Example 10—Mass-Tagged WGA Conjugates Prepared by Copper-Free Click Chemistry Conjugation of Azide-Terminated Polymer-Based Mass Tags and DBCO-Activated Biomolecules

Another application area identified for click chemistry is the generation of mass-tagged affinity reagents for glycobiology application. A lectin from Triticum vulgaris (Wheat Germ Agglutinin (WGA)) was used as a model molecule for direct conjugation of mass tags using the click chemistry approach. WGA is a lectin that can bind oligosaccharides containing terminal N-acetylglucosamine or chitobiose, structures which are common to many serum and membrane glycoproteins. The receptor sugars to WGA are sialic acid and N-acetylglucosamine residues, which is ubiquitous in plasma membrane of cells. WGA-174Yb conjugates were tested on suspension assay format to stain plasma membranes on human Ramos, KG1a and CCRF-CEM cells. Ramos, CCRF-CEM, and KG1a cells were stained with CD20-147Sm, CD34-148Nd, and CD4-145Nd Abs in separate tube. Cells were then stained with WGA-174Yb. In order to evaluate the specificity of WGA staining on cell membrane, Ramos cells were stained with WGA-174Yb blocked with N-acetylglucosamine (NAG) sugar molecule as a negative control. Part of the stained cells were used for CyTOF analysis and the remaining stained cells are attached on slide to visualize the membrane staining by WGA. FIG. 19A shows representative IMC pseudo-color overlay image of human Ramos cells stained with WGA-174Yb, CD45-154Sm, and 191/193Ir DNA intercalator.
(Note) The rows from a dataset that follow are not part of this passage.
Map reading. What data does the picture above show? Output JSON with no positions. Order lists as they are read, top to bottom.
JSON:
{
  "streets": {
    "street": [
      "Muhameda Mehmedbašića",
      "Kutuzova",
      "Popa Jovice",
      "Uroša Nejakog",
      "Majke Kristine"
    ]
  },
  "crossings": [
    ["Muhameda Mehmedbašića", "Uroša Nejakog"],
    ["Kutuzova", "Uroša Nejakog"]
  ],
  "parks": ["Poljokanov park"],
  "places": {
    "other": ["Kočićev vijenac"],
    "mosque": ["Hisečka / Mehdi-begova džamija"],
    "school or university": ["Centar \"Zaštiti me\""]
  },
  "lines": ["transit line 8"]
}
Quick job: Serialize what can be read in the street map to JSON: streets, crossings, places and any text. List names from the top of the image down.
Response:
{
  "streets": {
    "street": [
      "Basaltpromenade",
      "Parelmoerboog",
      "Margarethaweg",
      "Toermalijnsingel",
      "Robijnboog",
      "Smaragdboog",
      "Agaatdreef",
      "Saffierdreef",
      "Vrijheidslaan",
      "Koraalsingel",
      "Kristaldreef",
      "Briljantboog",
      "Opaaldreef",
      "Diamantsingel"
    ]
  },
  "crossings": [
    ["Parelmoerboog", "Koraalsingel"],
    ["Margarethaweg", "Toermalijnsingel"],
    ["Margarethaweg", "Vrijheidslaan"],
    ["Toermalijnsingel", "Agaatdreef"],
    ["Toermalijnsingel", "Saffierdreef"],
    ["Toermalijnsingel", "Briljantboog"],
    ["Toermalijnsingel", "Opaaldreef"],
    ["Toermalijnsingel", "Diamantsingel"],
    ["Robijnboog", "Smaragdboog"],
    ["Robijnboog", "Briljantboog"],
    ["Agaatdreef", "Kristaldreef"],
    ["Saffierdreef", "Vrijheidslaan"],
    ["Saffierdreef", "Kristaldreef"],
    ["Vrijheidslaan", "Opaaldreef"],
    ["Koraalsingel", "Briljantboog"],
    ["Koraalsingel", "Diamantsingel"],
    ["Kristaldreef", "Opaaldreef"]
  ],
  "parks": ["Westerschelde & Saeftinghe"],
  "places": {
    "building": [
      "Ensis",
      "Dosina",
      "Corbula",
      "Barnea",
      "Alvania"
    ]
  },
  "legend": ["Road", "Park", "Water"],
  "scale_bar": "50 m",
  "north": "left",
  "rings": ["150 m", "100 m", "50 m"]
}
The image shows the WGA (green) stains around the periphery of the cell membrane. FIGS. 19B and 19C show the staining intensity of mixed Ramos, CCRF-CEM, and KG1a cells analyzed by IMC. The result depicts the specificity of WGA to NAG on plasma membrane of cell. The CyTOF® analysis also confirmed the observation from the IMC result, as expected, and cell size related mean intensity increase was observed.
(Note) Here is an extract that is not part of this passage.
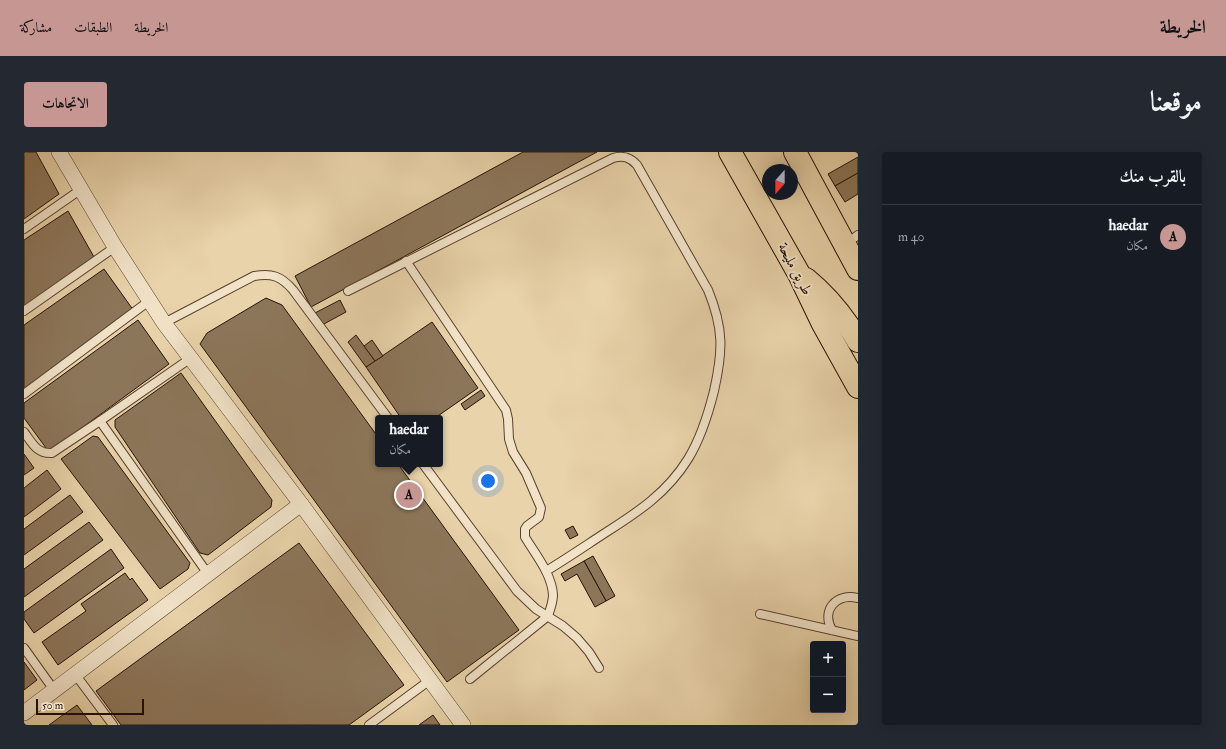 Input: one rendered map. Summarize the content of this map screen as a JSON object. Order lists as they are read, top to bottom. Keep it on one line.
{"streets":{"main road":["طريق مليحة"]},"scale_bar":"50 m","north":"bottom","page":{"header":"الخريطة","nav":["الخريطة","الطبقات","مشاركة"],"title":"موقعنا","buttons":"الاتجاهات","heading":"بالقرب منك","list":[{"mark":"A","name":"haedar","note":"مكان","value":"40 m"}],"popup":["haedar","مكان"],"pins":"A","map_buttons":["+","−"],"scale":"50 m"}}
Human whole blood populations using 29 panel Abs against surface markers to identify major immune cell types were also stained, and then cells were stained with 174Yb-WGA. FIG. 20A shows a two-dimensional viSNE representation of human whole blood cell populations showing the locations of major cell populations and FIG. 20B shows the distribution of WGA intensity across immune cell subtypes. In agreement with previous report, results showed that the relative WGA staining intensity within specific immune cell subsets were consistent but varied across individuals. The mass-tagged WGA mean intensities for gated cell populations in human whole blood were further quantified for size discrimination, and the observed result (FIG. 20C) shows a correlation between cell size and WGA staining mean intensity values for each immune cell subsets, which agrees with the observation by other published data.
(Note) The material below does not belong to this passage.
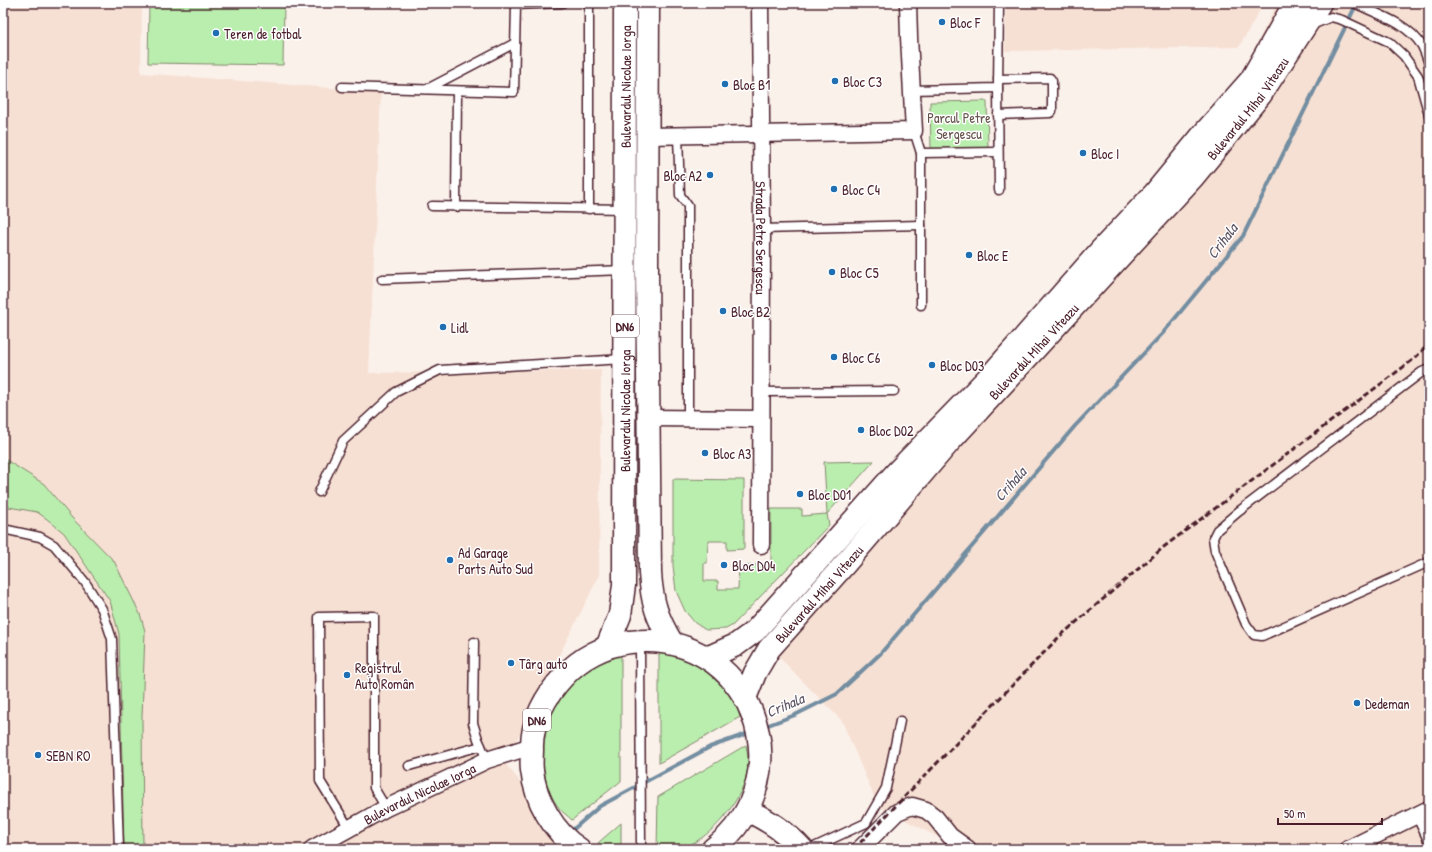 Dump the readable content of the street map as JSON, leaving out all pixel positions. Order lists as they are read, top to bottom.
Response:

IMC images were acquired according to a procedure described in Lou et al., 2007, Angew. Chem. Int. Ed., 46:6111. Briefly, stained and air-dried slides were inserted into the ablation chamber of the Hyperion™ Imaging System (Fluidigm), where a pulsed 200 Hz laser is focused to a 1 μm spot and applied over a user-defined area, ablating adjacent spots in 1 μm steps as the slide moves under the laser beam. The plumes of vaporized material are streamed by inert gas with high time fidelity into the inductively coupled plasma ion source for analysis by the mass cytometer. Data processing and visualization were performed using in-house-developed Wolfram Mathematica® (V10.3) algorithms (Chang, et al., 2016. Scientific Reports, 6:36641). Images of each mass channel were reconstructed by plotting the laser shot signals in the order in which they were recorded, line scan by line scan. RGB images were overlaid for desired channel combinations.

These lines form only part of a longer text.